Na precisa lição de Orlando Gomes, é “uma limitação convencional à propriedade”.[1] Também chamada cláusula de respeitotrata-se de direito pessoal com eficácia real; uma obrigação com eficácia real, caso, convencionada em locação por tempo determinado, inscrito o contrato na matrícula do bem locado.

2. O título, in casu, foi assinado eletronicamente pelas partes e por duas testemunhas, então por meio da plataforma DocuSign, daí a exigência formulada pelo Oficial, condicionando o registro requerido à reapresentação do contrato, com observância do padrão de assinatura qualificada, juízo de desqualificação registral prestigiado pelo MM Juízo Corregedor Permanente, ao proferir a r. sentença de fls. 140-147.

A recorrente não se conforma. Afirma a dispensabilidade da assinatura eletrônica qualificada, exigida sem respaldo na lei. Alega, ressaltando que o registro intencionado não é translativo da propriedade, que a assinatura questionada é suficiente, pois garante a integridade e a autoria do documento. Requer, assim, o provimento do recurso.

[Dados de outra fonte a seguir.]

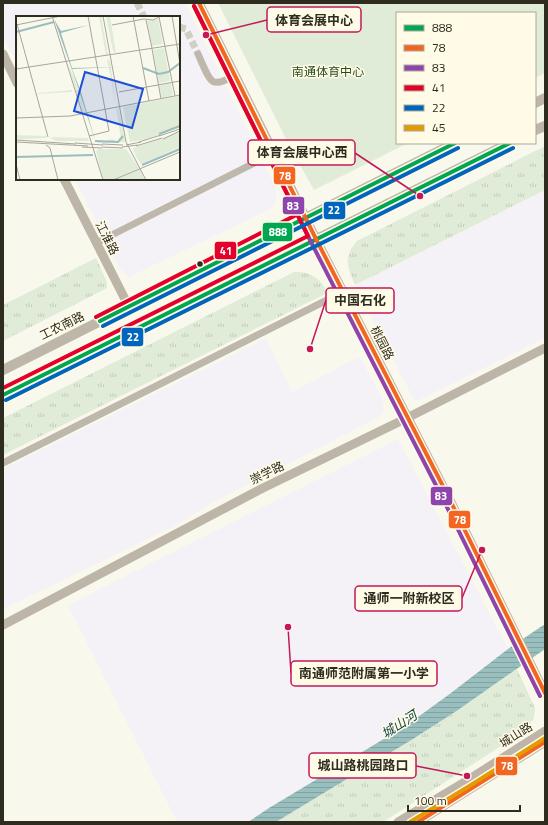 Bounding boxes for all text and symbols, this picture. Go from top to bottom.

3. A r. sentença de fls. 140-147, entretanto, não merece reforma. A questão, a propósito, foi enfrentada recentemente por este C. Conselho Superior Magistratura, em procedimento de dúvida também envolvendo contrato de locação, por ocasião da apreciação da Apelação Cível n.º 1094448-02.2024.8.26.0100, de minha relatoria, j. 13.11.2024, cujos fundamentos são suficientes para o desprovimento deste recurso, e por isso ora os reproduzo:

É incontroverso e a r. sentença bem pontuou que as assinaturas das partes e das testemunhas apostas no contrato de locação e seu aditamento apresentados ao Oficial de Registro não foram produzidas com certificado digital ICP-Brasil, como exige o artigo 5.º, § 2.º, IV, da Lei nº 14.063/2020.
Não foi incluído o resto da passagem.